Material provided: Begin

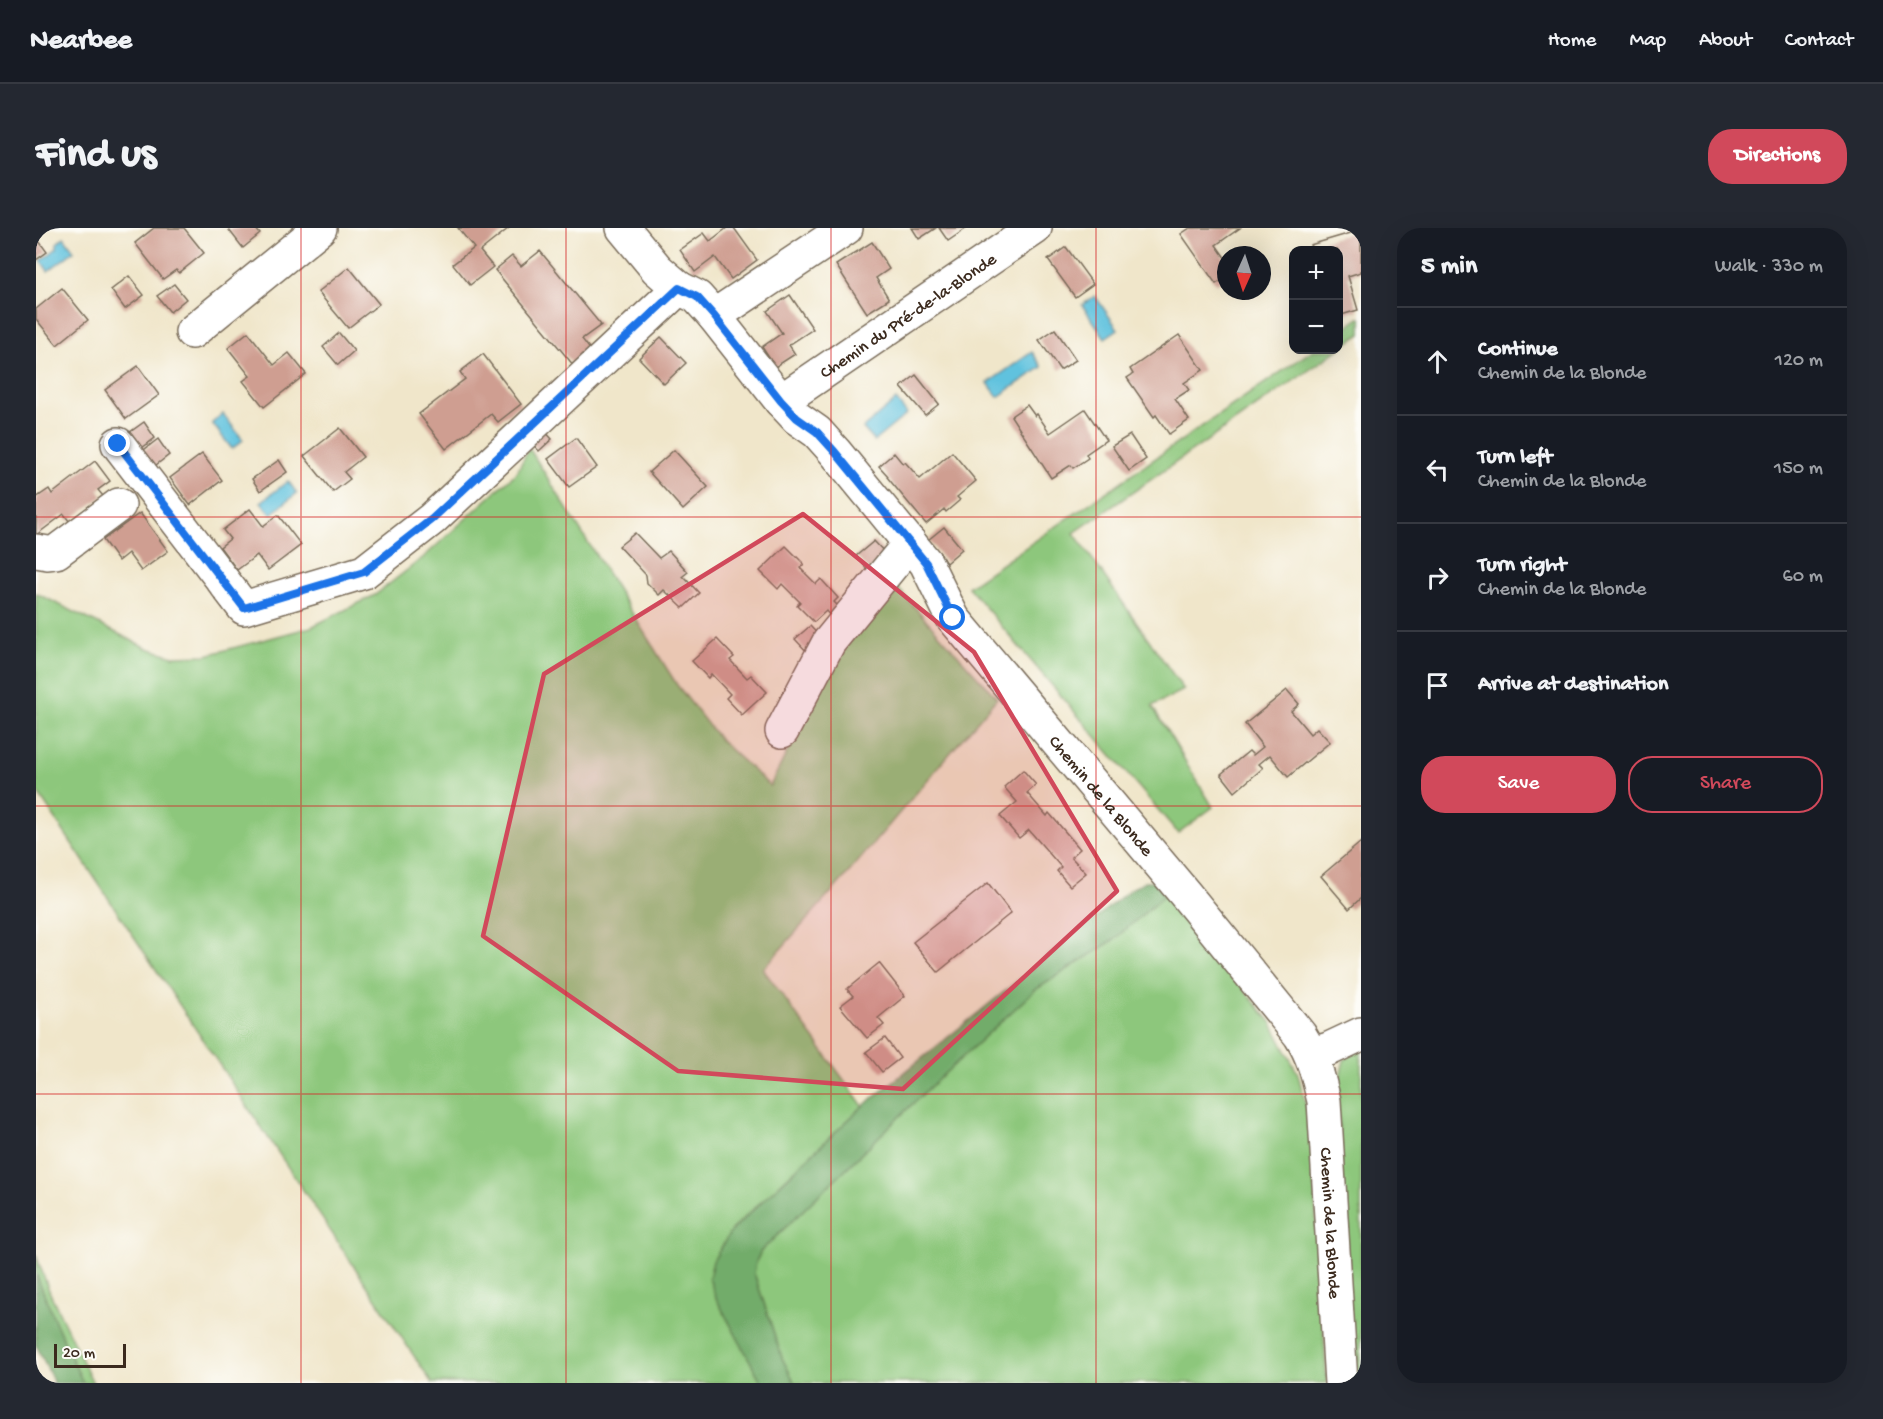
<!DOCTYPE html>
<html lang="en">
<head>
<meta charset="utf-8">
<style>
	:root { --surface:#171b24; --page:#242831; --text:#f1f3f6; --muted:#9ea1a6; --line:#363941; --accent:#d1495b }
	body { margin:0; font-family:"Gochi Hand",sans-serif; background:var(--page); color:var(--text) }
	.controls { position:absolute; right:18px; top:18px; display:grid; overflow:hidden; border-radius:12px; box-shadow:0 6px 24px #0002 }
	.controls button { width:54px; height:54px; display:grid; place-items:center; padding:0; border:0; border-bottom:2px solid var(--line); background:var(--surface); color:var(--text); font:30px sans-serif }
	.compass { position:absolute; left:1181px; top:18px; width:54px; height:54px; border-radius:50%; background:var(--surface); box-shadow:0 6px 24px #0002; rotate:183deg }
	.scale { position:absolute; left:18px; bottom:15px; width:72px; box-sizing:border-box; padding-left:6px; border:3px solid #3b2a1e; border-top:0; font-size:16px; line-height:21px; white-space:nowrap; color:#3b2a1e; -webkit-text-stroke:4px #fdfcf7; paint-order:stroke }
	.stop { position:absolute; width:18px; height:18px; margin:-14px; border:4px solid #1a73e8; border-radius:50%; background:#fff }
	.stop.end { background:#1a73e8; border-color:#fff; box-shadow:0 2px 6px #0008 }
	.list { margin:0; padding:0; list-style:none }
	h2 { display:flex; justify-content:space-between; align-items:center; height:78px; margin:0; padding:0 24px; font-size:26px }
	h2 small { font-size:20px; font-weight:400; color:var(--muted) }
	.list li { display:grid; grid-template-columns:39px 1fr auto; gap:18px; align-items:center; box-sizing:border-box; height:108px; padding:0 24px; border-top:2px solid var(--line) }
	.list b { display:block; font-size:22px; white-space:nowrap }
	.list p { margin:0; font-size:20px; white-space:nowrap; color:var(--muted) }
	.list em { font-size:20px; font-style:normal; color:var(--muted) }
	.actions { display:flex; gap:12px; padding:18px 24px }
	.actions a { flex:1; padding:14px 0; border:2px solid var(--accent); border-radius:24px; text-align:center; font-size:21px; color:var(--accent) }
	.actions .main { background:var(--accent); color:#fff }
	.icon { flex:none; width:33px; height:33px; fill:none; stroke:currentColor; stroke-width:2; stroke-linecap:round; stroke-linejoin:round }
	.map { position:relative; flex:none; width:1325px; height:1155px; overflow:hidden; border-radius:24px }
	header { display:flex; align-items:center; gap:36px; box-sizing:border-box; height:84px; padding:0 30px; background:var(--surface); border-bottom:2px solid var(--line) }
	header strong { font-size:28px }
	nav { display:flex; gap:33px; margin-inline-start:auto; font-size:21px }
	.intro { display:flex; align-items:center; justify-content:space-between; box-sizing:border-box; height:144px; padding:0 36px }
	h1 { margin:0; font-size:42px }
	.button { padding:15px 27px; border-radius:24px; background:var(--accent); color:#fff; font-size:21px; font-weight:700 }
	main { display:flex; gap:36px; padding:0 36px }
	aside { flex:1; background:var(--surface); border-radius:24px; box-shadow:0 6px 24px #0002 }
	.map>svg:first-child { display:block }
	.green { fill:#8dc77b; stroke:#64784c; stroke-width:1.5 }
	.forest { fill:#72ac6b; stroke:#566b44; stroke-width:1.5 }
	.water { fill:#60c2de; stroke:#4e767e; stroke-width:1.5 }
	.building { fill:#cf9e91 }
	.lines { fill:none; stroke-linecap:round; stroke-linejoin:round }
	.minor-casing { stroke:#7a6c5a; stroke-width:36 }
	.minor { stroke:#fff; stroke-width:33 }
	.route { stroke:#1a73e8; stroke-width:8 }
	.marked { fill:#d1495b; fill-opacity:0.2; stroke:#d1495b; stroke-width:4.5; stroke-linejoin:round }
	.grid { fill:none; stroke:#d62828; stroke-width:1.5; stroke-opacity:0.55 }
	.labels { text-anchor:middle; stroke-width:4.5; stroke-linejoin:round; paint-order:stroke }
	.street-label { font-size:18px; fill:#3b2a1e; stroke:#fdfcf7 }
</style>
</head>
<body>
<header>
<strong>Nearbee</strong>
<nav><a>Home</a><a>Map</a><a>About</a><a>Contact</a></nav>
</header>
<div class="intro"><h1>Find us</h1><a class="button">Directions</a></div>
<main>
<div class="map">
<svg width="1325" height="1155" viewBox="0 0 1325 1155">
	<rect width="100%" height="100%" fill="#fdfcf7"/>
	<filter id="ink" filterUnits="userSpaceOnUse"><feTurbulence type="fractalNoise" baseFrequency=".0167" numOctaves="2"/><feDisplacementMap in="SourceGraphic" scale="12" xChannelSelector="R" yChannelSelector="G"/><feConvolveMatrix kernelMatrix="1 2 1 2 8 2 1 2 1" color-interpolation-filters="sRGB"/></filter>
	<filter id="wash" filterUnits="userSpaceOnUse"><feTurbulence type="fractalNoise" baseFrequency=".008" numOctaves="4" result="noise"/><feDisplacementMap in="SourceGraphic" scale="24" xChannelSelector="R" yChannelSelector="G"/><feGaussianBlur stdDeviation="1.35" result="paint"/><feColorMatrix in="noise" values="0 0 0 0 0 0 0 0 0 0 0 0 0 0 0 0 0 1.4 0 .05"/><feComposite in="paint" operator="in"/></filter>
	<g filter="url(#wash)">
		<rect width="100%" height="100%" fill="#f0e6ca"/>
		<g class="green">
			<path d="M1325,89v17l-23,15 1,-17z"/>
			<path d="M1277,122h25l-264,183 110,157 -32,16 61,101 -35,26 -210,-246z"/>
			<path d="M493,220l148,237 42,54 51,47 56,-111 37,-55 29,-38 105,116 -152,179 -82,92 100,137 -132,124 -15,68 46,85h-330l-396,-593v-197l111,55 26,8 34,-1 104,-28 64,-32 50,-39 92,-84z"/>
			<path d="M1129,667l106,127 27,52 12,48 17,261h-532l-13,-25 -28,-85 2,-11 5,-11 169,-164 105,-97 77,-49z"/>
			<path d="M1325,821v334h-8l-16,-294 7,-29z"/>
			<path d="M0,1027l14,38 43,90h-10l-26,-57 -21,-52z"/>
		</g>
		<g class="forest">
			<path d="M1109,653h9l11,14 -53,46 -77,49 -105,97 -169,164 -5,11 -2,11 28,85 13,25h-33l-46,-85 -7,-20 4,-17 18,-30 132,-125 268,-217z"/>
			<path d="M0,1046l21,52 26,57h-29l-18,-38z"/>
		</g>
		<g class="water">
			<path d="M28,9l10,14 -26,20 -7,-10 16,-13v-5z"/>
			<path d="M1059,68l23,33 -13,9 -23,-33z"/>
			<path d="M996,124l10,15 -44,30 -10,-14z"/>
			<path d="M860,172l11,14 -33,27 -11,-13z"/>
			<path d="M187,186l20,26 -11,9 -20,-26z"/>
			<path d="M252,253l9,12 -26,21 -10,-12z"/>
		</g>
		<g id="blocks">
			<g class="building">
				<path d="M118,0h30l20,25 -25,20 -3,-3 -13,9 -28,-36z"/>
				<path d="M195,0h24l5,6 -17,14 -14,-18z"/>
				<path d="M422,0h51l-29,23 13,16 -23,18 -17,-21 21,-16z"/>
				<path d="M691,0h7l23,32 -26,19 -16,-22 -20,15 -15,-22 24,-17 6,8z"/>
				<path d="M876,0h24l-17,11z"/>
				<path d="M903,0h28l-19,13z"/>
				<path d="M1154,0h50l-24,17 10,14v18l-10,7 -35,-50z"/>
				<path d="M1325,2v42l-13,4 10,34 -20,6v-66h-26l-2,-5z"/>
				<path d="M0,9l11,15 -11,8z"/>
				<path d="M836,14l17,27 -13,9 13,21 -22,14 -31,-48z"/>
				<path d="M1030,19l27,37 -18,13 -27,-37z"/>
				<path d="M504,23l61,74 -19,14 10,13 -18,14 -79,-96 17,-14 9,10z"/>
				<path d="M313,39l30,37 -31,24 -30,-36z"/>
				<path d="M93,48l15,19 -19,14 -14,-19z"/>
				<path d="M138,56l12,15 -16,13 -13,-16z"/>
				<path d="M26,60l26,32 -31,25 -21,-26v-10z"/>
				<path d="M754,67l23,34 -24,16 6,9 -20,13 -13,-20 20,-14 -15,-22z"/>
				<path d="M1019,101l21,31 -16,10 -21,-30z"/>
				<path d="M212,104l26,33 15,-12 17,21 -42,33 -21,-26 7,-5 -22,-28z"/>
				<path d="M303,105l15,18 -16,14 -15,-18z"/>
				<path d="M1143,107l24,35 -19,13 5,7 -14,9 14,21 -20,14 -13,-19 -2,2 -27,-39 6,-4 -3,-5z"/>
				<path d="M625,109l25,26 -22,21 -25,-26z"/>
				<path d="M447,126l38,50 -23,18 -7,-8 -45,35 -27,-35 46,-35 -5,-7z"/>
				<path d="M102,138l21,29 -33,24 -21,-29z"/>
				<path d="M880,147l23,29 -14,11 -24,-28z"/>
				<path d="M991,177l8,11 2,-2 13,19 35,-24 21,31 -20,14 2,4 -15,10 -2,-3 -20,13 -40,-62z"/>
				<path d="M108,194l11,16 -17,13 -12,-16z"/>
				<path d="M304,200l23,29 -19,15 6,7 -17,13 -29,-36z"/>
				<path d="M506,200l10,11 -13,12 -10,-11z"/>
				<path d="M1094,207l16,24 -17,12 -17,-25z"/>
				<path d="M540,210l21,29 -28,20 -21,-28z"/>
				<path d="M122,211l11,16 -17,13 -12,-15z"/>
				<path d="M638,222l34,37 -25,23 -34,-38z"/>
				<path d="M916,224l24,29 -19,16 3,3 -14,12 -2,-3 -18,15 -39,-47 1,-1 -9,-10 15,-13 9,11 2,-2 15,17z"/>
				<path d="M166,226l20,26 -32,25 -20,-27z"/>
				<path d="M243,232l8,12 -27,19 -8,-12z"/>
				<path d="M59,233l15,20 -12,9 5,6 -34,25 -5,-7 -28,21v-37l13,-9 3,5z"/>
				<path d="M214,281l13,17 15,-11 23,30 -33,25 -11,-15 -20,15 -17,-23 10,-8 -7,-9z"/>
				<path d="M104,285l28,38 -27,20 -13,-18 -10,8 -15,-21z"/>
				<path d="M908,299l18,22 -16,14 -18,-23z"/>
				<path d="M599,305l24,25 10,-7 19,21 -5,4 16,17 -16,15 -19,-18 -5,5 -12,-12 -1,-8 -27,-29z"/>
				<path d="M838,313l13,14 -18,16 -13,-15z"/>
				<path d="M750,318l18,18 -4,4 16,16 5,-5 17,19 -4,4 7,7 -10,8 -5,-6 -12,11 -17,-17 3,-3 -18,-18 -4,5 -18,-18z"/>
				<path d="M774,398l13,14 -14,14 -14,-15z"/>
				<path d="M681,411l17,18 -4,3 17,18 4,-3 16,17 -25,23 -16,-17 4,-4 -19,-20 -3,4 -16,-17z"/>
				<path d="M1251,462l12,14 -8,7 19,23 7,-6 13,14 -42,35 -18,-22 -11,9 4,4 -28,24 -14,-18 28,-23 4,4 10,-8 -18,-23z"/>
				<path d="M987,542l13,15 -9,8 20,23 2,-3 31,36 -9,8 15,16 -16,13 -13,-15 4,-4 -32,-37 -10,8 -19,-22 17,-14 -13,-15z"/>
				<path d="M1325,614v56l-12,11 -28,-33z"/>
				<path d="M952,655l23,30 -73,59 -25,-30z"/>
				<path d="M843,735l26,33 -27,22 6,7 -17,13 -27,-32 13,-10 -6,-7z"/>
				<path d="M849,810l15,20 -18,14 -16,-20z"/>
			</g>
		</g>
	</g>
	<g filter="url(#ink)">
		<use href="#blocks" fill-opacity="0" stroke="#7a6c5a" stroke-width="1.5"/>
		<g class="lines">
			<defs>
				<g id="minor">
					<path id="s1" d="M587,0l34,41 22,19 18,9 17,19 67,85 16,17 20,14 18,20 91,111 27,55 233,277 114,140c14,22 18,41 24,66l17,282"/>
					<path d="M678,88l132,-88"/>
					<path d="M156,104l128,-104"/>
					<path id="s2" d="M745,173l254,-173"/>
					<path d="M82,216l126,164 120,-36 68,-53 247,-231"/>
					<path d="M0,323l12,2 8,-1 63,-47"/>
					<path d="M746,503l47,-89 81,-99"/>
					<path d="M1276,826l17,-5 32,-15"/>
				</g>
			</defs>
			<use href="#minor" class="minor-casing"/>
			<use href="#minor" class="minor"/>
		</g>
	</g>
	<g class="lines" filter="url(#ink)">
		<path class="route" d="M82,216l126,164 120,-36 68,-53 247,-231 18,9 17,19 67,85 16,17 20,14 18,20 91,111 27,55"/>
	</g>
	<path class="marked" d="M767,286l171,138 143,239 -214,198 -225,-18 -195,-135 61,-262z"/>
	<path class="grid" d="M265,0v1155M530,0v1155M795,0v1155M1060,0v1155M0,289h1325M0,578h1325M0,866h1325"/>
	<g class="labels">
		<g class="street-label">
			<text dy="6" stroke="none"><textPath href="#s2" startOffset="153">Chemin du Pré-de-la-Blonde</textPath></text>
			<text dy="6" stroke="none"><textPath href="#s1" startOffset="747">Chemin de la Blonde</textPath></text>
			<text dy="6" stroke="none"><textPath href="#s1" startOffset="1251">Chemin de la Blonde</textPath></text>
		</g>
	</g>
</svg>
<div class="controls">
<button>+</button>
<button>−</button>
</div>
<svg class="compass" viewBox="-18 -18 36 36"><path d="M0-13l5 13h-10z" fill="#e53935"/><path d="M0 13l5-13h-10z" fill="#9ea1a6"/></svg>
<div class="scale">20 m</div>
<div class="stop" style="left:917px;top:390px"></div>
<div class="stop end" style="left:82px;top:216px"></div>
</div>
<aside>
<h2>5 min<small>Walk · 330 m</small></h2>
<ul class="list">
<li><svg class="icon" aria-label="ahead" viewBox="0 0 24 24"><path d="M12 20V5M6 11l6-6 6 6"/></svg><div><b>Continue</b><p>Chemin de la Blonde</p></div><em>120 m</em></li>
<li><svg class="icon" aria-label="left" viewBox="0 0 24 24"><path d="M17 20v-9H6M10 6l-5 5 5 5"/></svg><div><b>Turn left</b><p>Chemin de la Blonde</p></div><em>150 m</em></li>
<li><svg class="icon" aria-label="right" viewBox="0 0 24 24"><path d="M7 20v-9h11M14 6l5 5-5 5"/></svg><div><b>Turn right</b><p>Chemin de la Blonde</p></div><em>60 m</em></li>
<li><svg class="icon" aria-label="arrive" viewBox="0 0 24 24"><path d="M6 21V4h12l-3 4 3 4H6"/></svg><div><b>Arrive at destination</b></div></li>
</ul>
<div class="actions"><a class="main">Save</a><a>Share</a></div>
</aside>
</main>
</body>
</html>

Material provided: End

| What the task asks |
Looking at the records above, which lines contain "sans"? Copy those lines.

| The completed task |
	body { margin:0; font-family:"Gochi Hand",sans-serif; background:var(--page); color:var(--text) }
	.controls button { width:54px; height:54px; display:grid; place-items:center; padding:0; border:0; border-bottom:2px solid var(--line); background:var(--surface); color:var(--text); font:30px sans-serif }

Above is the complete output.